┌─ Extracted information
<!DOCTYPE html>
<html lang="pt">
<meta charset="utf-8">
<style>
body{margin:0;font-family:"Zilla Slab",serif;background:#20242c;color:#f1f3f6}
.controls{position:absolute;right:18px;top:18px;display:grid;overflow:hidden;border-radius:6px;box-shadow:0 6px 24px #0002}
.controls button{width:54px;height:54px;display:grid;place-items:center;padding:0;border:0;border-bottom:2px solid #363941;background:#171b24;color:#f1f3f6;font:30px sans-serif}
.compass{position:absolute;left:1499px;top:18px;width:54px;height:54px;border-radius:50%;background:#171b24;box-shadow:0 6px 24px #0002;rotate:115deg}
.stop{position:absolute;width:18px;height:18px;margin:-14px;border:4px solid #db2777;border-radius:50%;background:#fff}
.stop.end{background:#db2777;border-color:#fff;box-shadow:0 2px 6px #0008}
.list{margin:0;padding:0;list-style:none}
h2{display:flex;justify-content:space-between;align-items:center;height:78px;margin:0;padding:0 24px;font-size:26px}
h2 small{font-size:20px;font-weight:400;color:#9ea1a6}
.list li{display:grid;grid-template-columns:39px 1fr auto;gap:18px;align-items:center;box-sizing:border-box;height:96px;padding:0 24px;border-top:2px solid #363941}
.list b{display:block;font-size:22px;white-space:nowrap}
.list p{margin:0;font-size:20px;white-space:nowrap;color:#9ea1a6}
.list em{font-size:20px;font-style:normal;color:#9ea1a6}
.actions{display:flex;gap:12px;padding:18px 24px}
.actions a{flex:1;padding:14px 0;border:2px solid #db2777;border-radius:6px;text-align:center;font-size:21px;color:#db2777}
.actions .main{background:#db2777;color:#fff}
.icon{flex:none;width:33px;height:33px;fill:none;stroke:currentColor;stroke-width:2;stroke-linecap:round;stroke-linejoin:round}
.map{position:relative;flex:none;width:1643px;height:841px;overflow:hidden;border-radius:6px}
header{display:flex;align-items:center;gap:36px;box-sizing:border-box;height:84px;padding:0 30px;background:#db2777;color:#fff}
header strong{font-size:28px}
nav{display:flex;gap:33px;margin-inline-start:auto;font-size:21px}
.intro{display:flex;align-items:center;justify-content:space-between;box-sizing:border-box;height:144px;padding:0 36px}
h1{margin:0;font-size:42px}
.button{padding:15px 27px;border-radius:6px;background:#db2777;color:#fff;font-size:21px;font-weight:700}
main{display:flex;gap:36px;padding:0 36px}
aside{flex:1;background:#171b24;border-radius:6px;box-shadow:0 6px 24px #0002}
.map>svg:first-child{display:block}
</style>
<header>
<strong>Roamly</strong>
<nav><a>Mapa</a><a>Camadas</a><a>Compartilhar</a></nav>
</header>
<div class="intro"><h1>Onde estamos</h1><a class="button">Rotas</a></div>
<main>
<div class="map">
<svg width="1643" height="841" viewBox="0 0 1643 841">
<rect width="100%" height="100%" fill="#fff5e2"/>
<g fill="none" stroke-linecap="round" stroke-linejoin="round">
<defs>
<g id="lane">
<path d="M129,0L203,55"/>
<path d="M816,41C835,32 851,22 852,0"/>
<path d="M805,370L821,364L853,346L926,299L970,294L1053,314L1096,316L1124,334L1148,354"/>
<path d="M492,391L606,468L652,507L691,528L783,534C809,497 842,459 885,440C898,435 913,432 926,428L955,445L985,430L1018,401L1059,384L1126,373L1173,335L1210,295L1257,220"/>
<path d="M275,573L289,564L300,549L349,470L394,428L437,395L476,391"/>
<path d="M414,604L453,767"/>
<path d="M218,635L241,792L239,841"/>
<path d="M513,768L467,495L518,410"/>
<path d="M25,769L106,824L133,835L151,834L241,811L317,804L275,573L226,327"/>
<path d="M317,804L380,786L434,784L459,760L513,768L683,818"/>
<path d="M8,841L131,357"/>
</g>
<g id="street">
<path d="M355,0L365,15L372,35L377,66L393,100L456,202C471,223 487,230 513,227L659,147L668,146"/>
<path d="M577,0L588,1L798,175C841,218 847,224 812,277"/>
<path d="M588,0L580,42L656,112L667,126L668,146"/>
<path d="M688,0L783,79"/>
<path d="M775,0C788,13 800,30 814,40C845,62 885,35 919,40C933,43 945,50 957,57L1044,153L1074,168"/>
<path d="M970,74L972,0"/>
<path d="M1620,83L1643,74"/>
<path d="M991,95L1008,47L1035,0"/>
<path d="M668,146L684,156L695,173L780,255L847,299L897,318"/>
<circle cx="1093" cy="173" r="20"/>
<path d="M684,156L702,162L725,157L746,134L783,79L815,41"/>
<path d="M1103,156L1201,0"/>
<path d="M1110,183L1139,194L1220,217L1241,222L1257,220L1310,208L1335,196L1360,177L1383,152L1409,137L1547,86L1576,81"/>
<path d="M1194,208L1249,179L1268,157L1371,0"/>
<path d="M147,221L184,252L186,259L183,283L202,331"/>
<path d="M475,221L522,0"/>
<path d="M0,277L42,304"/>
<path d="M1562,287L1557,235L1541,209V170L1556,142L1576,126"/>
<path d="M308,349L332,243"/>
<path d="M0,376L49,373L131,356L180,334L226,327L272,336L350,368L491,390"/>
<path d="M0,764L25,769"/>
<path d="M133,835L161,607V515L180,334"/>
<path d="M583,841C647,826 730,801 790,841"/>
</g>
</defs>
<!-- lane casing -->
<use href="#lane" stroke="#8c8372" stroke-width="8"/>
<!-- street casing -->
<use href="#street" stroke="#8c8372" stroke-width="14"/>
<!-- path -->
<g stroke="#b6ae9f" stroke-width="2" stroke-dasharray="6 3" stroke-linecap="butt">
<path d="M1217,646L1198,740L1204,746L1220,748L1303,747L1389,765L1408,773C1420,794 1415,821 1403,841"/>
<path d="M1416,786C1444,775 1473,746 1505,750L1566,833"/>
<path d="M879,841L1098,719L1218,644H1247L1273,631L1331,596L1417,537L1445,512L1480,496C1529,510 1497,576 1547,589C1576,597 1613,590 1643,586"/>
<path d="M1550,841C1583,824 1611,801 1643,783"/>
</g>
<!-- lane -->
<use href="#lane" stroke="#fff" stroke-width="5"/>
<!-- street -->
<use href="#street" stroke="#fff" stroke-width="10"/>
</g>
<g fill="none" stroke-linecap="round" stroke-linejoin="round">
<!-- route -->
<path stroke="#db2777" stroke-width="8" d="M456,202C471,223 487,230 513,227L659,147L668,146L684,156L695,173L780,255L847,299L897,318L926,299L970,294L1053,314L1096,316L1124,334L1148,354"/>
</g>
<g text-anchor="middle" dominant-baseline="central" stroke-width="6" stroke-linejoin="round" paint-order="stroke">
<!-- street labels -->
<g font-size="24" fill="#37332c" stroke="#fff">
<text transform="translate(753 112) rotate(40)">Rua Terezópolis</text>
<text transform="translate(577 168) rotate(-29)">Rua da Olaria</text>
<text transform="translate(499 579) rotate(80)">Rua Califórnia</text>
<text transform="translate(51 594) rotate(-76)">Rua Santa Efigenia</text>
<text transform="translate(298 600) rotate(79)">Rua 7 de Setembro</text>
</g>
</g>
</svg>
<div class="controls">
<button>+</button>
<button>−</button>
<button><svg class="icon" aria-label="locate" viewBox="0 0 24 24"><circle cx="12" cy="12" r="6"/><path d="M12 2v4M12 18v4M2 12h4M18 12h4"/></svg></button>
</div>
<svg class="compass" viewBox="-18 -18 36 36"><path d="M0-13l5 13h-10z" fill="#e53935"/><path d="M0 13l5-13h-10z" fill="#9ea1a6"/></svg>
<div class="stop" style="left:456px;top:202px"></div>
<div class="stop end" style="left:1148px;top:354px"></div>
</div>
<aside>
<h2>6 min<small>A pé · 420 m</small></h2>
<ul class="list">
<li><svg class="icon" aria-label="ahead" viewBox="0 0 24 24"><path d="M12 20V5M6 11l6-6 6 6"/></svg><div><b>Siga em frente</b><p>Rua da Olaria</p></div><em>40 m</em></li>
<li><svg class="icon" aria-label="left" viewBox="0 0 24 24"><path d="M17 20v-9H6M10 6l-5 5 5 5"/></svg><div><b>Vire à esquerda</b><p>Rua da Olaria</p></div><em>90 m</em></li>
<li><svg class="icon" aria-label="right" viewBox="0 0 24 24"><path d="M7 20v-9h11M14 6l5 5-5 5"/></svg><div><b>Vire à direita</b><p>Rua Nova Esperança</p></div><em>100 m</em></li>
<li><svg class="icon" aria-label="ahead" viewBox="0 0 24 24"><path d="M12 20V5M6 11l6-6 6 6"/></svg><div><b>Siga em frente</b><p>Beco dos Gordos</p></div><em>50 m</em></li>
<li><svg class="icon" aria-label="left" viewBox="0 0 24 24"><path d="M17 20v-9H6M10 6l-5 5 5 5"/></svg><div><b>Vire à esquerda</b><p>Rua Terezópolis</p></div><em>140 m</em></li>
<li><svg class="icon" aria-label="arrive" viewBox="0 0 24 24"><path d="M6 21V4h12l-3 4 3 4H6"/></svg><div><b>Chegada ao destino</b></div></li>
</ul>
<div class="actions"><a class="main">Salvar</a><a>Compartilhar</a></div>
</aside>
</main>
└─
● **Exercise directions**
Find the word "radius" in the entries above and gather every line that holds it.

● **Answer to this exercise**
.controls{position:absolute;right:18px;top:18px;display:grid;overflow:hidden;border-radius:6px;box-shadow:0 6px 24px #0002}
.compass{position:absolute;left:1499px;top:18px;width:54px;height:54px;border-radius:50%;background:#171b24;box-shadow:0 6px 24px #0002;rotate:115deg}
.stop{position:absolute;width:18px;height:18px;margin:-14px;border:4px solid #db2777;border-radius:50%;background:#fff}
.actions a{flex:1;padding:14px 0;border:2px solid #db2777;border-radius:6px;text-align:center;font-size:21px;color:#db2777}
.map{position:relative;flex:none;width:1643px;height:841px;overflow:hidden;border-radius:6px}
.button{padding:15px 27px;border-radius:6px;background:#db2777;color:#fff;font-size:21px;font-weight:700}
aside{flex:1;background:#171b24;border-radius:6px;box-shadow:0 6px 24px #0002}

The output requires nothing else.